In the wake of the viral “Kony 2012″ campaign, the researchers review the social media use of 188 non-profit, 501(c)(3) advocacy organizations (all those in the sample were reasonably well established and well funded) and try to identify patterns among their various strategies. They focus on Twitter, which about 80 percent of the sample currently employ as an organizational and communications tool. The average organization has about 2,500 followers and tweets about 100 times over a four-week period, though some sent out as much as 1,000 messages over that time.
The study concludes that, for nonprofits, Twitter is most commonly used as “public education” tool (40 percent of all tweets fell into this category), not necessarily a mobilization tool: “[W]e found the majority of the tweets were aimed at providing information to stakeholders, followed by building an online community, and then calling that community to action.” The researchers ponder whether, as more advocacy goes online, the very nature of these organizations may change substantially. The paper can also inform debates over “slacktivism” and related topics.

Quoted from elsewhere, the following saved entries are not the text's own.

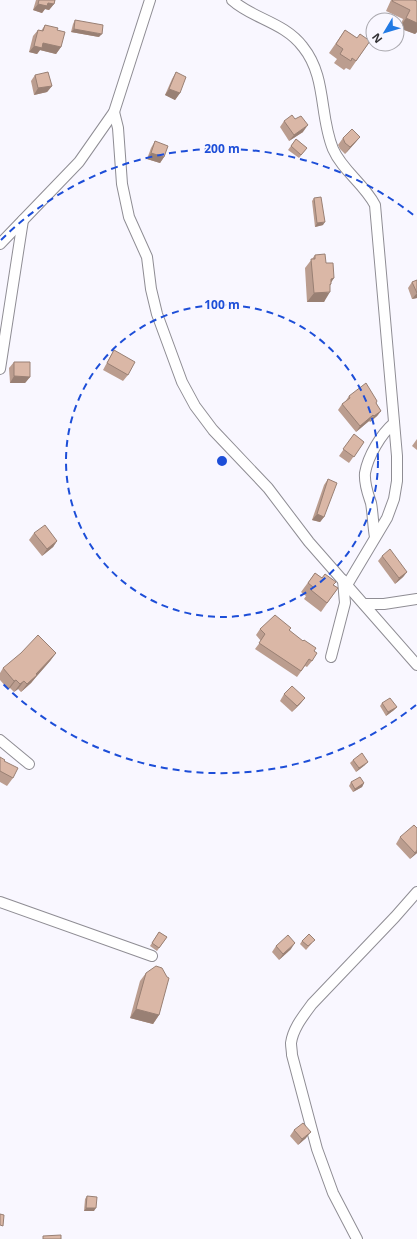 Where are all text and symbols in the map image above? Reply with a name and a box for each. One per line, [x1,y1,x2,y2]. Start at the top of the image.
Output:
north arrow [365,12,405,52]
text: N [368,30,385,47]
text: 200 m [204,140,240,157]
text: 100 m [204,296,240,313]
centre of rings [215,454,229,468] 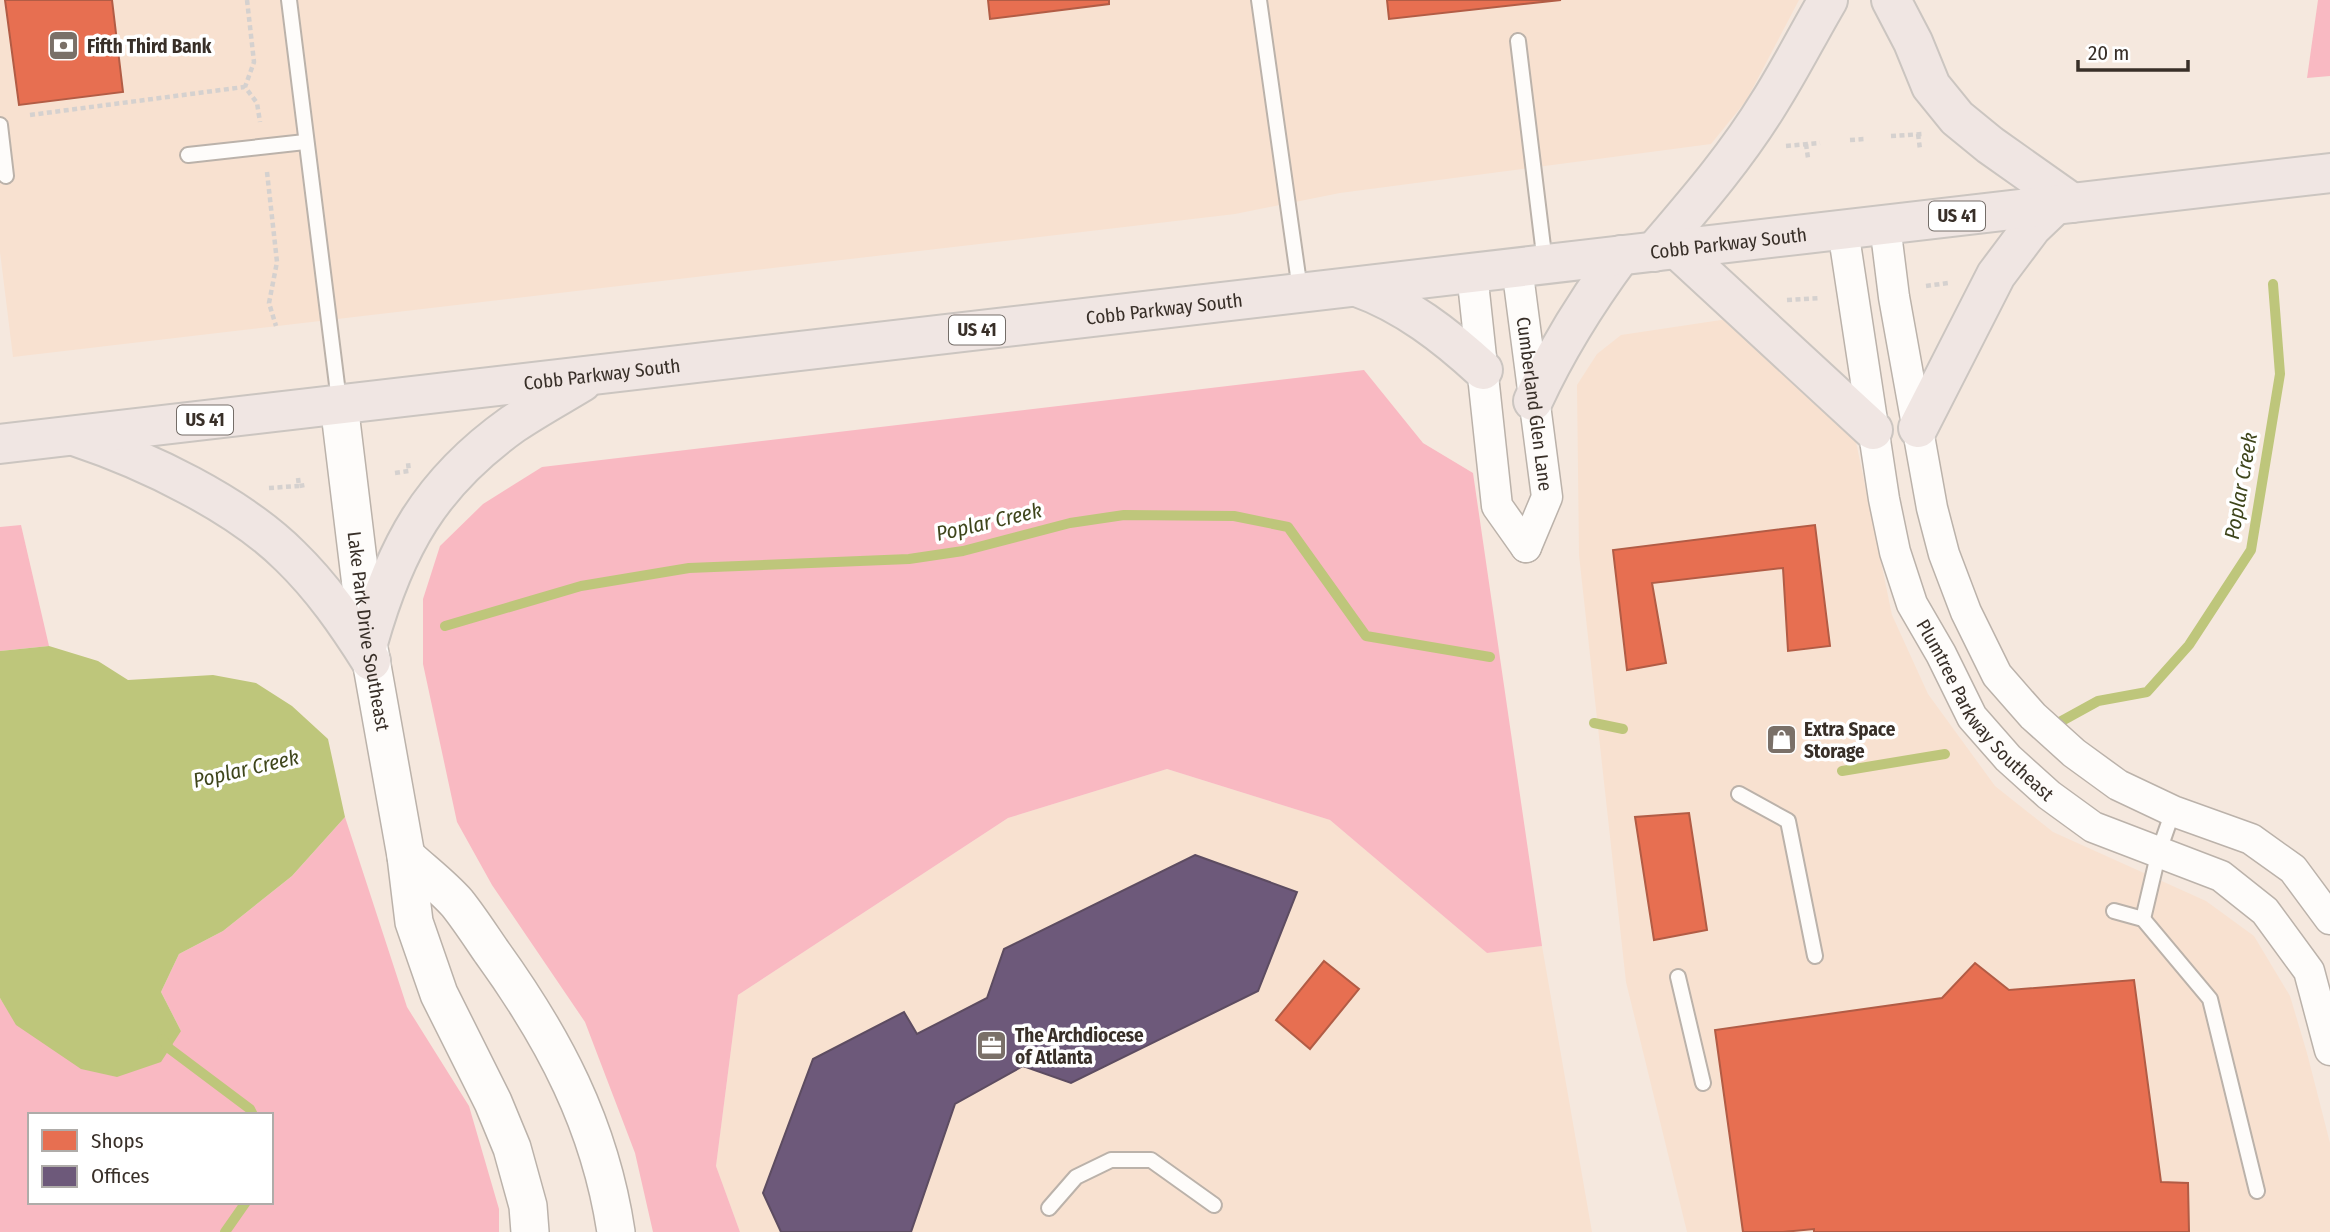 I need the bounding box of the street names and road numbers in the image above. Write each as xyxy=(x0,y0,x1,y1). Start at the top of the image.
road number: US 41 xyxy=(1929,202,1985,230)
street label: Cobb Parkway South xyxy=(1649,222,1808,264)
street label: Cobb Parkway South xyxy=(1085,288,1244,329)
street label: Cumberland Glen Lane xyxy=(1512,315,1558,492)
road number: US 41 xyxy=(949,316,1005,344)
street label: Cobb Parkway South xyxy=(522,353,682,395)
road number: US 41 xyxy=(177,406,233,434)
street label: Lake Park Drive Southeast xyxy=(343,530,395,733)
street label: Plumtree Parkway Southeast xyxy=(1912,615,2059,806) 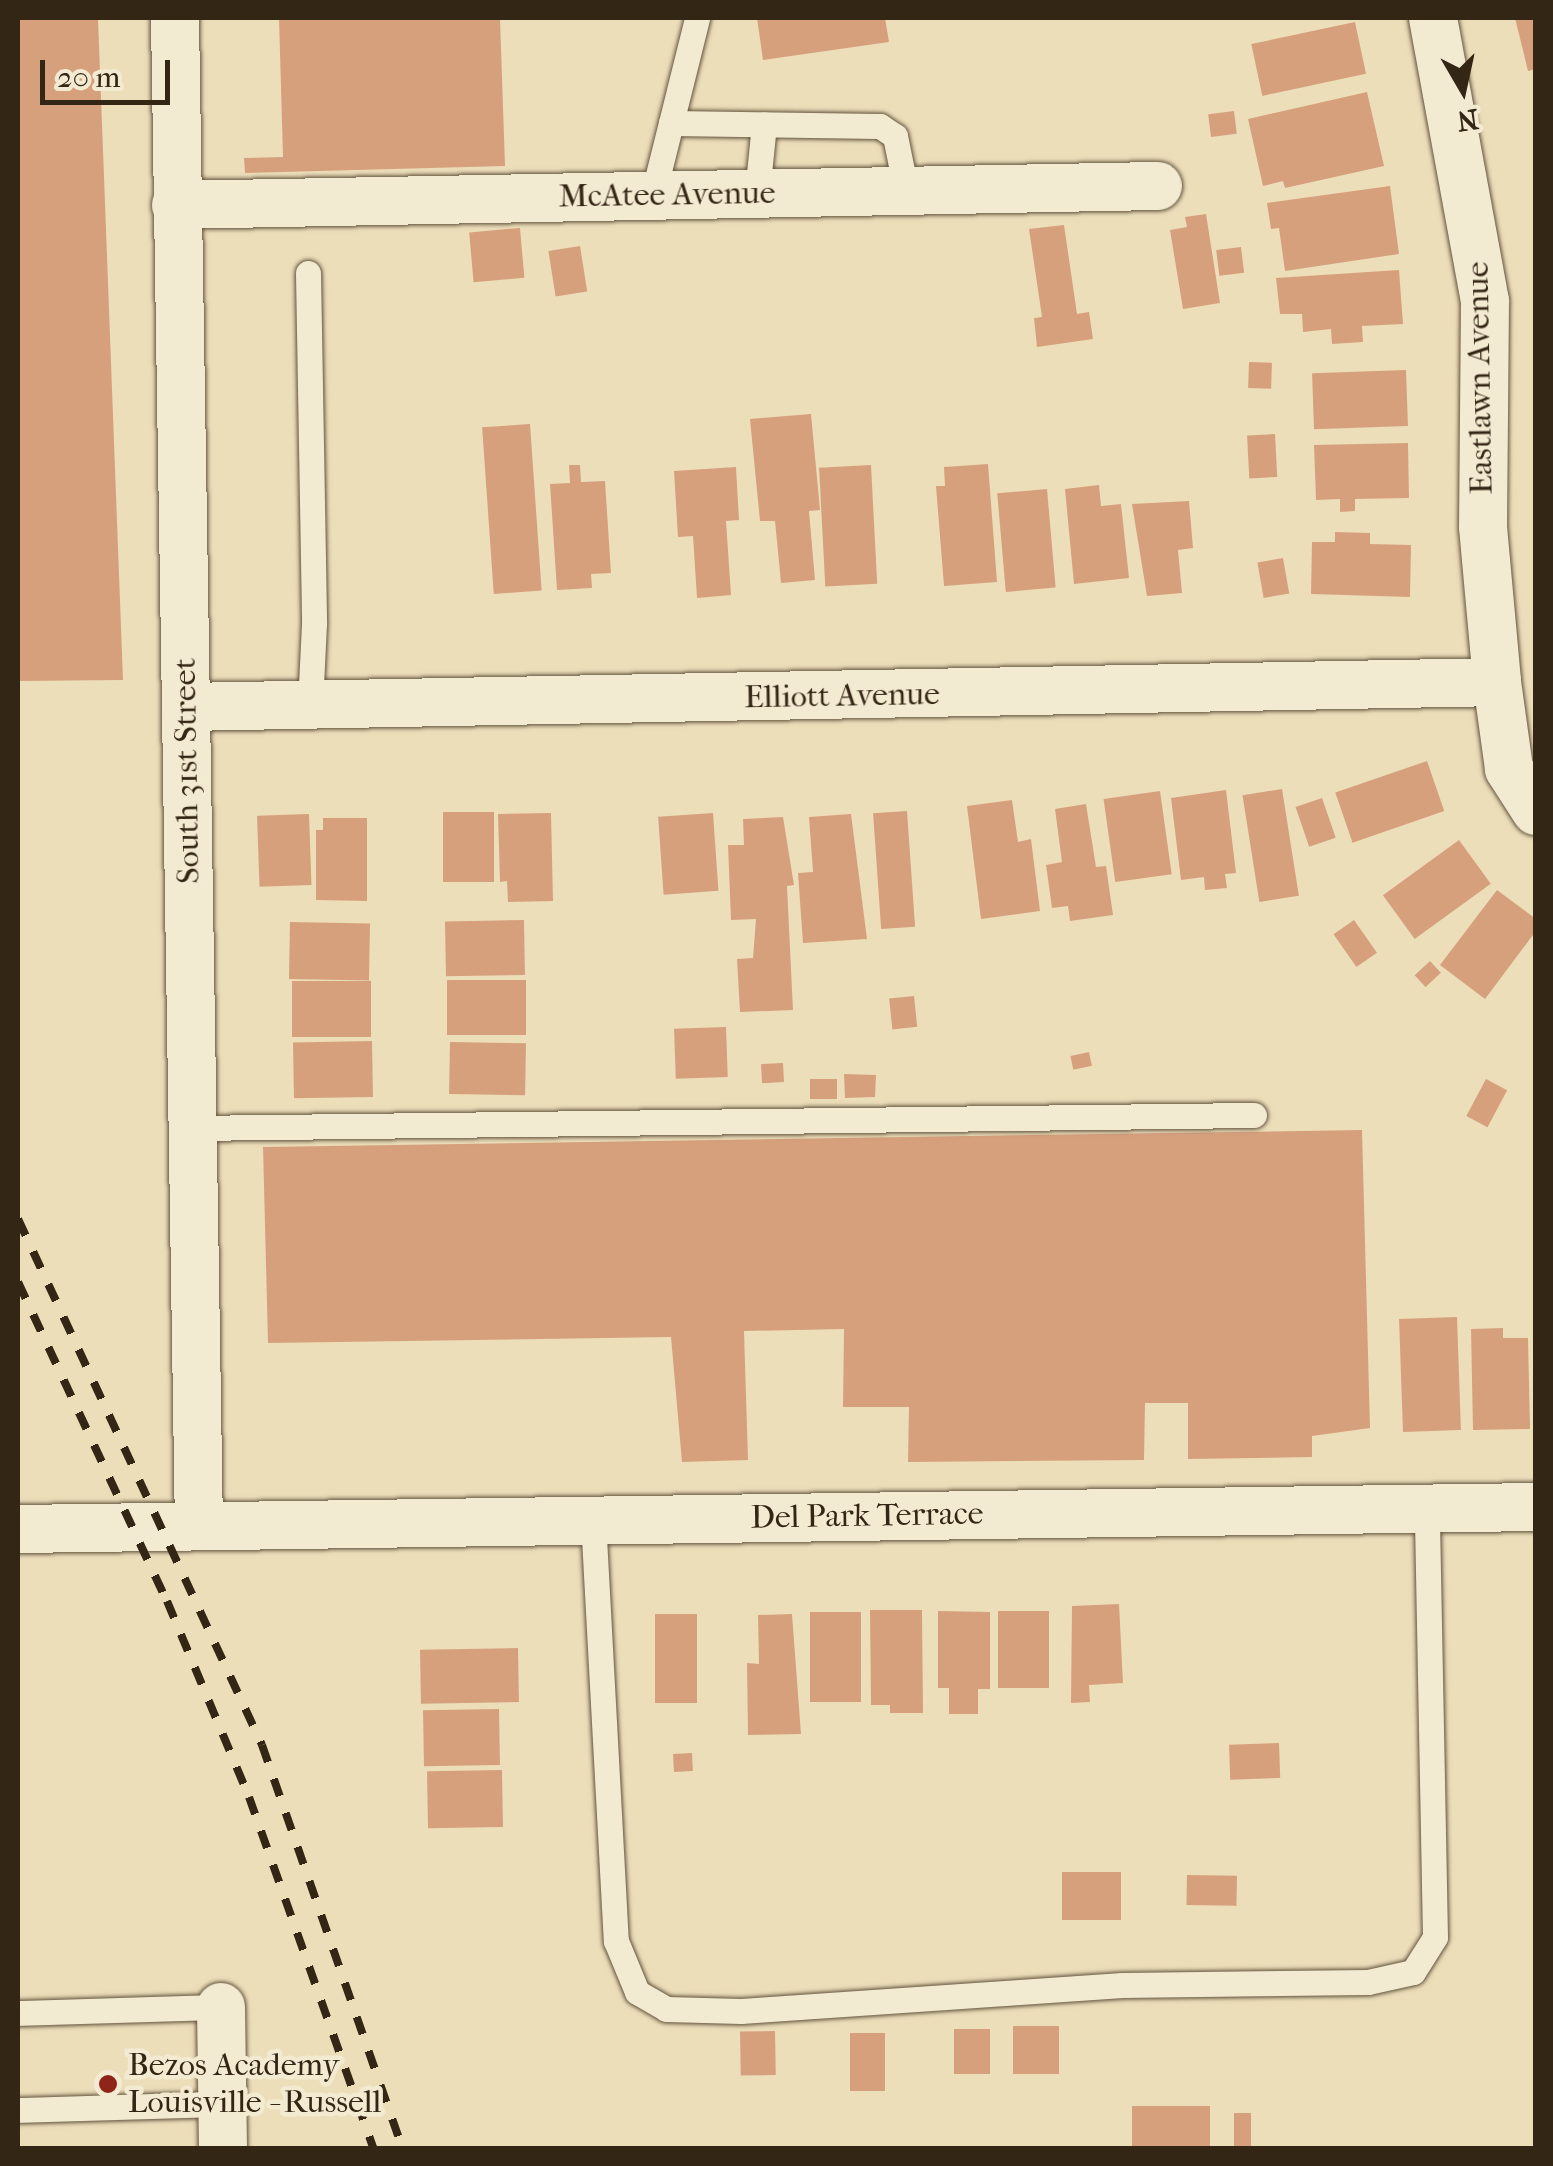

The researcher, a law student, reviews the legal precedents and haphazard policies relating to the massive — and rapidly accumulating — online historical data relating to deceased persons now entombed in social media platforms. “Digital death” raises myriad conundrums and issues: company terms of service and whether they should be re-written; new kinds of wills, estates, custodianship and probate practices; the scattered attempts by various states to address puzzling novel situations; how to gain access to family members’ accounts when they have taken passwords to the grave (and “password” vault solutions.”) The list goes on and on, and innumerable other unanswered questions surface. Of course, historians and journalists may also have a huge stake in all this. The second half of the paper is entitled “Digital Assets and Death: A Status Update!” Like.